Teenage boys are ridiculously impressionable, especially those who hit puberty in the mid-1990s.
I was one of those boys, one of the non-sports type who mainly cared about guitars, speed in cars and motorcycles, and, of course, basically every brunette and blonde I met.
Music always topped my hormonal obsessions, but one motorcycle changed that when it arrived on the scene in 1994—the Ducati 916.
The designer Maestro Massimo Tamburini, my favorite moto-craftsman besides Ducati Monster designer Miguel Galluzzi, was obsessed with his design. It took him four years, and during those creative years, he became obsessed with not only the styling but also achieving 50/50 weight distribution and optimal aerodynamics.
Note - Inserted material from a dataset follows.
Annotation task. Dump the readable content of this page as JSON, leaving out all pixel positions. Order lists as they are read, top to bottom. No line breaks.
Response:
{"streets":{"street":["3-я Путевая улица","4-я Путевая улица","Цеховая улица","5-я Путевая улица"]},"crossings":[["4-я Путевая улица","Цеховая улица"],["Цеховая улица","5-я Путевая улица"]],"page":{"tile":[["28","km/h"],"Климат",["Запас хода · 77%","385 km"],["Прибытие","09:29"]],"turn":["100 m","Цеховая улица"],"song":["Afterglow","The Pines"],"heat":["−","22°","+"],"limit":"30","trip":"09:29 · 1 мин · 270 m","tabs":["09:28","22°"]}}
Tamburini was so focused on perfect aerodynamics that reports say he took a prototype out for an hour-long ride in the rain and allowed the bike dry to see where the streaming watermarks remained. From there, he tweaked the fairings to achieve the best aerodynamics possible.
The bike was released when I was 14 years old, the same year Stone Temple Pilots released Purple, and Kurt Cobain ended his struggles with a blast heard around the world of popular music.
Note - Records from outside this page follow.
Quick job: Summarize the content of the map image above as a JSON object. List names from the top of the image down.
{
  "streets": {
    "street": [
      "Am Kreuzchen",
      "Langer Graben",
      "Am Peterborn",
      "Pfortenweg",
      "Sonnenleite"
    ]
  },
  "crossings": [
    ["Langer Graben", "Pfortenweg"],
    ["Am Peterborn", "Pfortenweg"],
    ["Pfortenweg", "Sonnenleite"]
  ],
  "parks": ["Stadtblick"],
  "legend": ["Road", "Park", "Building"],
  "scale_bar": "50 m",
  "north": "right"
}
I didn’t see a 916 in person until later that summer, a time when I was recovering from a broken femur and bruised skull due to a car accident. The bike had me in awe, as it did every other person walking past the shiny red fairings and gold wheels.
The ownership dreams began that day in August. Twenty-seven years later, around the same time, those dreams would finally be fulfilled.
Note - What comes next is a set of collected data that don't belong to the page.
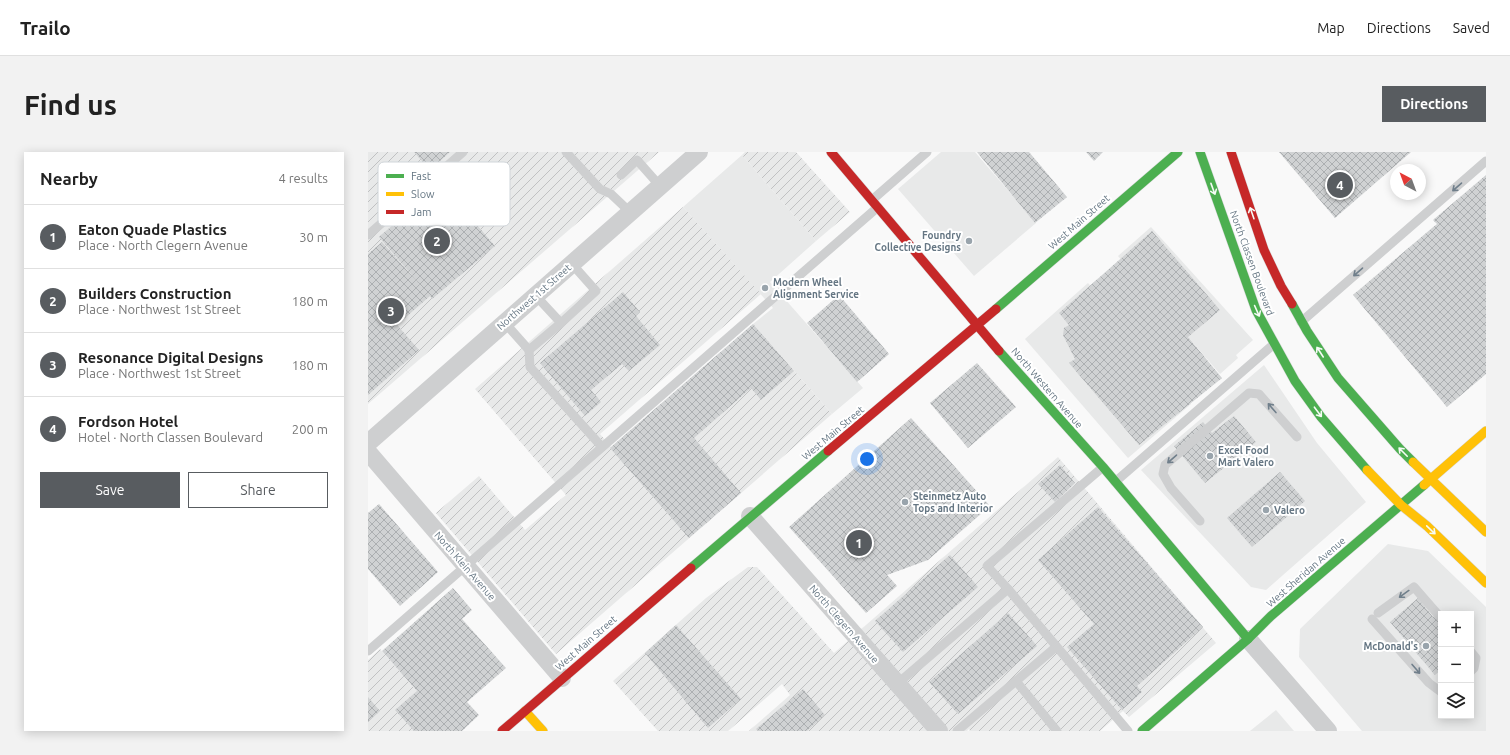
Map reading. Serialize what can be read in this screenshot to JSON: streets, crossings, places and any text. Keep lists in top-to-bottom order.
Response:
{
  "streets": {
    "main road": [
      "West Main Street",
      "North Classen Boulevard",
      "North Western Avenue",
      "West Sheridan Avenue"
    ],
    "street": ["Northwest 1st Street", "North Klein Avenue", "North Clegern Avenue"]
  },
  "crossings": [
    ["West Main Street", "North Western Avenue"],
    ["West Main Street", "North Klein Avenue"],
    ["West Main Street", "North Clegern Avenue"],
    ["North Classen Boulevard", "West Sheridan Avenue"],
    ["North Western Avenue", "West Sheridan Avenue"]
  ],
  "places": [
    "Foundry Collective Designs",
    "Modern Wheel Alignment Service",
    "Excel Food Mart Valero",
    "Steinmetz Auto Tops and Interior",
    "Valero",
    "McDonald's"
  ],
  "legend": ["Fast", "Slow", "Jam"],
  "north": "top left",
  "page": {
    "header": "Trailo",
    "nav": ["Map", "Directions", "Saved"],
    "buttons": [
      "Directions",
      ["Save", "Share"]
    ],
    "title": "Find us",
    "heading": ["Nearby", "4 results"],
    "pins": [
      "4",
      "2",
      "3",
      "1"
    ],
    "list": [
      {
        "mark": "1",
        "name": "Eaton Quade Plastics",
        "note": "Place · North Clegern Avenue",
        "value": "30 m"
      },
      {
        "mark": "2",
        "name": "Builders Construction",
        "note": "Place · Northwest 1st Street",
        "value": "180 m"
      },
      {
        "mark": "3",
        "name": "Resonance Digital Designs",
        "note": "Place · Northwest 1st Street",
        "value": "180 m"
      },
      {
        "mark": "4",
        "name": "Fordson Hotel",
        "note": "Hotel · North Classen Boulevard",
        "value": "200 m"
      }
    ],
    "map_buttons": ["+", "−"]
  }
}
After a solid decade of searching for a clean and unmolested Ducati 916, I finally found one via Facebook Marketplace. I keep alerts on the marketplace for certain items, such as Ducatis and Fender Stratocasters. Whenever a new one is posted, I know first.
Unfortunately, I had missed out on a few purchases over the year. I hate how social media robs me of my focus, so I only check it once or twice a day. When I opened the app one Friday, the alert showed the Ducati posted only a few minutes earlier.
The bike was yellow, with a Fast by Ferracci logo on the tank. The bike looked super clean, and was under $6000.
“Must be a hoax,” I said to myself. But I did reach out. And it was far from a hoax. The owner couldn’t confirm that it was a Fast by Ferracci build, but after one look at it, I recognized many attributes of a Ferracci build, including the clip-ons and sealed ECU. After I rode it, I immediately knew by feeling it had the 955 kit.
I was able to check the bike out and hold it. The owner said he got multiple calls afterward, including a few that offered well over the asking price, but he had promised it to me—a man of his word, something I couldn’t have been happier about.
The next day the wife drove me about 45 minutes from our residence to pick the bike up.
I was warned by the owner that since he had it, he had no more than 20 miles on it. So, whatever happened to me en route home was my problem. He hadn’t ridden it over like 55 mph or something. By the time I got on the highway, the motor hit 13,000 rpm in fifth gear as I clipped into sixth, remembering I didn’t yet have insurance on it. Whoops.
I got the bike with ease, but on my second ride, the battery died, leaving me stranded on the side of the road for the first time ever on a motorcycle. I was close to home, and my wife brought down the Halo.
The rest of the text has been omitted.